新しい年に
「そこや・・信一郎。わしはな、佐久間社長の片腕として、お前にHZKの舵取りを願って来た。事実ここまでHZKが伸びたんは、古い慣習やしきたりや、業者との癒着を排除し、人心を一新してやって来たからや。ところが、橋本君は違うた。学識の経験も先進的な考えも、大学での実績も申し分は無い。せやけど、一番HZKにとって排除した筈の古い業者との接待や、派閥論理が途端に頭をもたげて来た。のう・・信一郎、お前にとっては恩師や。遠慮もあるやろ、そやけどお前は佐久間社長の補佐役として、もっともっと多角的な視野を持って、違うとる事は堂々と言える立場になって欲しいねや。羽崎はんもわしも、引退した身や。
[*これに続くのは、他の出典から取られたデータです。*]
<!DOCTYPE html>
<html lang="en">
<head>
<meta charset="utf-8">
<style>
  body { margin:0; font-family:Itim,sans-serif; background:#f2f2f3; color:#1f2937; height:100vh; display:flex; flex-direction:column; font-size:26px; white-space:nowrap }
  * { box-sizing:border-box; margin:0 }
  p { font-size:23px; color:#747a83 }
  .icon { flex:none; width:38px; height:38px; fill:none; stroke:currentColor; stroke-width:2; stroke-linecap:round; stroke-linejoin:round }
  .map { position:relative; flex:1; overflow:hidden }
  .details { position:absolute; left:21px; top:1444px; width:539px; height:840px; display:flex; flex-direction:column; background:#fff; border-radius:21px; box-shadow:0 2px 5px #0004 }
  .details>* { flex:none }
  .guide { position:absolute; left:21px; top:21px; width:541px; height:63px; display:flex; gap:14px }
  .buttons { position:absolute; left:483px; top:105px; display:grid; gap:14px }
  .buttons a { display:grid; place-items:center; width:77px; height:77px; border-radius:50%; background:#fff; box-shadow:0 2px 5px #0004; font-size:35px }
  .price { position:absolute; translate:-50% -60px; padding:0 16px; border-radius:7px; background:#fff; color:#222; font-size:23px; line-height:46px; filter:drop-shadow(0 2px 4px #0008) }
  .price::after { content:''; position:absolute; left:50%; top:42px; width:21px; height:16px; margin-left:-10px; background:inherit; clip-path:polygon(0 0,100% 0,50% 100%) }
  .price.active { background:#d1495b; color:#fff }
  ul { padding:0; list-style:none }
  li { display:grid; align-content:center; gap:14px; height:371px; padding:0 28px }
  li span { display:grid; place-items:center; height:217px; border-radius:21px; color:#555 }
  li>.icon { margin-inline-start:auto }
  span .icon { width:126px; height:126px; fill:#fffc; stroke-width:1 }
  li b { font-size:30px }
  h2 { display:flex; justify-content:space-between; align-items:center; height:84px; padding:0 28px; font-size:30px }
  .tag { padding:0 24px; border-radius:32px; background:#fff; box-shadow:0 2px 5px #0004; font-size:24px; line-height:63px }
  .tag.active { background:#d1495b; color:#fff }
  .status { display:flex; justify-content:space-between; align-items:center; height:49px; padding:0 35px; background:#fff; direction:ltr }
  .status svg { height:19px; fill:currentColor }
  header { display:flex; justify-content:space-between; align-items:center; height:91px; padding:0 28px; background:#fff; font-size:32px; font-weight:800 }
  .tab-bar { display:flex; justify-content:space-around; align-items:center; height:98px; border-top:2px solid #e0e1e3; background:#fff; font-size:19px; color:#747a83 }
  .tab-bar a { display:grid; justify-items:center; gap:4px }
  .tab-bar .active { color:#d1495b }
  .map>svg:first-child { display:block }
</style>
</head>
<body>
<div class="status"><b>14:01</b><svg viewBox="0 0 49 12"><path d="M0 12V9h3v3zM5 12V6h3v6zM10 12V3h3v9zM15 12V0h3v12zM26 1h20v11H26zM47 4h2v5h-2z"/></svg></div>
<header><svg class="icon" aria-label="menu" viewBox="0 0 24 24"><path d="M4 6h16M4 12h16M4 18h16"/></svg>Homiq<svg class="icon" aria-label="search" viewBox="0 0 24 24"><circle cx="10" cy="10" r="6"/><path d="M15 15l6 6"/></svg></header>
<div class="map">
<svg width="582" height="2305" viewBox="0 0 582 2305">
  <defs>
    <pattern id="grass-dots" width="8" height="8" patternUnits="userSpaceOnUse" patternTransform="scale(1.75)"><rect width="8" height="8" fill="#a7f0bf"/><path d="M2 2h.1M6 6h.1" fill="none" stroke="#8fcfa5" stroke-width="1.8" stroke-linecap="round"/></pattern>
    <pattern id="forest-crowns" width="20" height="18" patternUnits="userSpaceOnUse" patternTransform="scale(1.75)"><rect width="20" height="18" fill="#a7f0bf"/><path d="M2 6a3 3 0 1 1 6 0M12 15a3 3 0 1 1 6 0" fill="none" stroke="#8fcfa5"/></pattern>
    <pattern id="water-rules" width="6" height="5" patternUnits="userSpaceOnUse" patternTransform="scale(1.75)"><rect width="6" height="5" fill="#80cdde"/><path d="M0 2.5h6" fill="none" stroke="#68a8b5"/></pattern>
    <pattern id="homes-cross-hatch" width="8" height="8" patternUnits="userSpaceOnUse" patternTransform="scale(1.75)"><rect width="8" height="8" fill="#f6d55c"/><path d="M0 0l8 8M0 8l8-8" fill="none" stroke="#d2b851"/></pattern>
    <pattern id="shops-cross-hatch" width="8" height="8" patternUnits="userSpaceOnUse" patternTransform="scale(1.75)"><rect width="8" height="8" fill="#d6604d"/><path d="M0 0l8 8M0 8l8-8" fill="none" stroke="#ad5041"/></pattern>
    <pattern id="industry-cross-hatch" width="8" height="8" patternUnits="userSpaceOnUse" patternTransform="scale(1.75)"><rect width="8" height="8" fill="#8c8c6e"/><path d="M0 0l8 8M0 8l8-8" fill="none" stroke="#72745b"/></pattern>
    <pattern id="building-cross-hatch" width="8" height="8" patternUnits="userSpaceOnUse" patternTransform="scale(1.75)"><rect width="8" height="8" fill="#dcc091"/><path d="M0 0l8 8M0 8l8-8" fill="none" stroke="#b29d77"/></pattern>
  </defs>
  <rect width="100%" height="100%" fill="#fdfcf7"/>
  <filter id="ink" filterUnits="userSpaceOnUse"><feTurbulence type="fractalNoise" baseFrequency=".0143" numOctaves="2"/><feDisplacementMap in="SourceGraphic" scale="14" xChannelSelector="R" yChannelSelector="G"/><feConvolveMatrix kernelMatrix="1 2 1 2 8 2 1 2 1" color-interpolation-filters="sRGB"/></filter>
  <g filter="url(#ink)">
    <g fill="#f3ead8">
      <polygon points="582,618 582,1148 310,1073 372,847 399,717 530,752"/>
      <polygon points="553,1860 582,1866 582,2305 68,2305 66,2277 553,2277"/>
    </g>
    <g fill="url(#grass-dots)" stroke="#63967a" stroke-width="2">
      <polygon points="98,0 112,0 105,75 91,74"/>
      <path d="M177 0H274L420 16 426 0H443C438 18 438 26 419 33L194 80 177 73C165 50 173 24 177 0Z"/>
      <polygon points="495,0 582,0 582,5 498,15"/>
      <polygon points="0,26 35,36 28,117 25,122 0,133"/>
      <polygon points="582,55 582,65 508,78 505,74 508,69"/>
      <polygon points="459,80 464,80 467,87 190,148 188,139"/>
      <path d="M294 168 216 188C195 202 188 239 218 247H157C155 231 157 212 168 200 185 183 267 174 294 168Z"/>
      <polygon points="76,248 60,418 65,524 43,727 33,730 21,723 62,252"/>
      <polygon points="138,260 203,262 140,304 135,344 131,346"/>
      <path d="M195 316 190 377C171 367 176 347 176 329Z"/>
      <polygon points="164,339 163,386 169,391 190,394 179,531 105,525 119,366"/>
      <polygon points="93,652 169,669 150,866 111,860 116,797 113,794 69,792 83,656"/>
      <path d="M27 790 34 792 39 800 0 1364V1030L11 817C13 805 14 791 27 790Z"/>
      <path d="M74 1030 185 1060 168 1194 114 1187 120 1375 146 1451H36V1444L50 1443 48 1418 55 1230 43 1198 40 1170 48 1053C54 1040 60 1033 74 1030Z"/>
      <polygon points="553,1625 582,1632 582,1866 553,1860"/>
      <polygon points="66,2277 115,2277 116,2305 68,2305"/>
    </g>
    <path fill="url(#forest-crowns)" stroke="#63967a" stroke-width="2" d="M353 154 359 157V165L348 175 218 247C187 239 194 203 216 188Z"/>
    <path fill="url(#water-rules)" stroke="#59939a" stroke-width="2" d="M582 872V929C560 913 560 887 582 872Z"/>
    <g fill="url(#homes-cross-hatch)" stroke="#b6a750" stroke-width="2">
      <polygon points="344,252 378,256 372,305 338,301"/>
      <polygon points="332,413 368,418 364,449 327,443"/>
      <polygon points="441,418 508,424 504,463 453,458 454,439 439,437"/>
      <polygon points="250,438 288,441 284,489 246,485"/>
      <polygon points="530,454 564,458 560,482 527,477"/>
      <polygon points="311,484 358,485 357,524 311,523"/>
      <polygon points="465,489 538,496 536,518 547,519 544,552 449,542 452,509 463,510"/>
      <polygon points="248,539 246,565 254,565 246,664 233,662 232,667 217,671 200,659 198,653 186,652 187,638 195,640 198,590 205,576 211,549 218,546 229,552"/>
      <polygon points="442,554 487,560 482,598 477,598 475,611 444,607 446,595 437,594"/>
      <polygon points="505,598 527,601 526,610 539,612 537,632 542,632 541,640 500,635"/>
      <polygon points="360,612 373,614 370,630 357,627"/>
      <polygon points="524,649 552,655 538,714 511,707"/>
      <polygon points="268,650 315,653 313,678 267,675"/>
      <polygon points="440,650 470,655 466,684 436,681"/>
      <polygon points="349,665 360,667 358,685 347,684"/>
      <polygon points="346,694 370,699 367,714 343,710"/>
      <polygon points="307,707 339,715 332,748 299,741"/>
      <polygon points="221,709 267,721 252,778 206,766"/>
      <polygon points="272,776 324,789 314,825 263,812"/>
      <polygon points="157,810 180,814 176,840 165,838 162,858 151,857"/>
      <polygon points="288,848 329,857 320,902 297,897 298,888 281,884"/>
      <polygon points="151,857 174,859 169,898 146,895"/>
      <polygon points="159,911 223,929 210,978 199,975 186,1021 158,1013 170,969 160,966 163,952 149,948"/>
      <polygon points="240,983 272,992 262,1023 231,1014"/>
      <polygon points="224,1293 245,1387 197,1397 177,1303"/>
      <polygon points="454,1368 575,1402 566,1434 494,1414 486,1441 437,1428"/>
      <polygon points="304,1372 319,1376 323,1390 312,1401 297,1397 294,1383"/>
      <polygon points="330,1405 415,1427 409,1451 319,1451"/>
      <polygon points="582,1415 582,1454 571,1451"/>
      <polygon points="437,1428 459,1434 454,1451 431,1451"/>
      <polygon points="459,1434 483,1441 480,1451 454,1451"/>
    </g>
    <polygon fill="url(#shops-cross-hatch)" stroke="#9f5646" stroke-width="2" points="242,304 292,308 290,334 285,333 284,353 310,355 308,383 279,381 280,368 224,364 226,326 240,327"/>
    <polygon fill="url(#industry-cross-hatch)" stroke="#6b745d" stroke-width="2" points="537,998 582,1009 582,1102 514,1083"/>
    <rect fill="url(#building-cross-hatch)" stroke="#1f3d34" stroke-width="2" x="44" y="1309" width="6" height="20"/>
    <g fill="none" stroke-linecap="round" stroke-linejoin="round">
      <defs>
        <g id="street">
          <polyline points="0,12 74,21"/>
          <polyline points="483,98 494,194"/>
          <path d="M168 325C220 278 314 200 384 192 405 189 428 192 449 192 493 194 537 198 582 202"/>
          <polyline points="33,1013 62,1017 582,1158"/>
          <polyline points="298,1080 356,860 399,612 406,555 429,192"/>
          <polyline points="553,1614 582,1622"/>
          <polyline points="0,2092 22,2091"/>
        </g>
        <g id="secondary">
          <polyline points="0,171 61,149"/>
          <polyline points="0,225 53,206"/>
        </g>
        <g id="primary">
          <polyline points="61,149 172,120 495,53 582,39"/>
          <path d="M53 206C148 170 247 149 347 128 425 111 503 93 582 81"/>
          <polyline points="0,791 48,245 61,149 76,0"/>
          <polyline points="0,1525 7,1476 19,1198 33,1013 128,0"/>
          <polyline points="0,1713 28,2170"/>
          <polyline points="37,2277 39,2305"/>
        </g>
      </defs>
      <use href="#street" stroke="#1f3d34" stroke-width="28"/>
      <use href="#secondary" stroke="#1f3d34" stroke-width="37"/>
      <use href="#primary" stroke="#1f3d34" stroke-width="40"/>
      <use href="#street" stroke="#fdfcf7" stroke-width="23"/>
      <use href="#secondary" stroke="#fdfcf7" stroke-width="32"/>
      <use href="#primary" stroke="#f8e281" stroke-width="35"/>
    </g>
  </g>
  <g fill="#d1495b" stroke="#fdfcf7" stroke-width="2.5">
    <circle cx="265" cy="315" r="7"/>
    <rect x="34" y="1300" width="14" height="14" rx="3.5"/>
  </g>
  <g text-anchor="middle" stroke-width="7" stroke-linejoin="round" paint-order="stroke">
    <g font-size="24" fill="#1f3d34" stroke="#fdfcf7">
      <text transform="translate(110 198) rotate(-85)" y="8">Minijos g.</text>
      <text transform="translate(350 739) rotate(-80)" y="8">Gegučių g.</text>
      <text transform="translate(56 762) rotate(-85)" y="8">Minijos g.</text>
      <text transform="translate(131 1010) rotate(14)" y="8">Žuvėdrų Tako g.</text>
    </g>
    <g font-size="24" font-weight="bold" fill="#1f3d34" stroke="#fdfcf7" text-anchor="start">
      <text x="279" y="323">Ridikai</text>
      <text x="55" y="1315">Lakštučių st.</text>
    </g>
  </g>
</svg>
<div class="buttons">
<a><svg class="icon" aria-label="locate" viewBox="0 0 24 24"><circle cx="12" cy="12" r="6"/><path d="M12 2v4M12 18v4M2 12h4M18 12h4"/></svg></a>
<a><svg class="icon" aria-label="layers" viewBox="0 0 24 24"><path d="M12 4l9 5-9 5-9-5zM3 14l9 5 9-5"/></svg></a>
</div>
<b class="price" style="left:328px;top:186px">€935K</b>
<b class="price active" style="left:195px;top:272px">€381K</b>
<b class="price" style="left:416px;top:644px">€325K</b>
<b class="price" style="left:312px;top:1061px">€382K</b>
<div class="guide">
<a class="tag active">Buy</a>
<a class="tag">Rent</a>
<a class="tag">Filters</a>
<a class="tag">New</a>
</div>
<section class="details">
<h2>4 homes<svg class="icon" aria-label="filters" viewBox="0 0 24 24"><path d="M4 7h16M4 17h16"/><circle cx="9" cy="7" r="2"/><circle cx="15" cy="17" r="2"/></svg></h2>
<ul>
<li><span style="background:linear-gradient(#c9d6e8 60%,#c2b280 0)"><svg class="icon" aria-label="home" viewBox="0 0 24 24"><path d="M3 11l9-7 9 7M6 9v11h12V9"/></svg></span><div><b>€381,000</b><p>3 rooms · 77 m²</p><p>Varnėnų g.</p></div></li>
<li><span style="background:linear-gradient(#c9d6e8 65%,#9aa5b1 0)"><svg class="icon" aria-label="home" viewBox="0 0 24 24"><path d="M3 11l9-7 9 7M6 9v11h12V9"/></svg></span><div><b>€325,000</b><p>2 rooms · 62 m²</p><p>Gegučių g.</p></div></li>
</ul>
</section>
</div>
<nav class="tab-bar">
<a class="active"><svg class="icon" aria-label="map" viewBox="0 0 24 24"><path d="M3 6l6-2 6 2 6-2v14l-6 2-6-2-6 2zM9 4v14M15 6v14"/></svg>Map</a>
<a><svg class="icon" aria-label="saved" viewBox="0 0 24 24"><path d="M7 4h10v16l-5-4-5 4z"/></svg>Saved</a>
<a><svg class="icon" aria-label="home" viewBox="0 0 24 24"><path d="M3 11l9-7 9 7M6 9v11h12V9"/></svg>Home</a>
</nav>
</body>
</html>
経営に口出しする気はあらへん、そやけど、ここまでHZKの基礎を作って来た自負があるねん」
「・・分かりました。お父さん、言われる事は尤もです。私も予想外に、今回の人事は性急過ぎたと思っています。橋本専務は、新設するHZK総務部教育担当として経営学を教える部署に回って貰いましょう。で・・今回の進言は、沢木さんからですね?」
新川は、返事をしなかった。だが、その顔は、肯定を意味していた。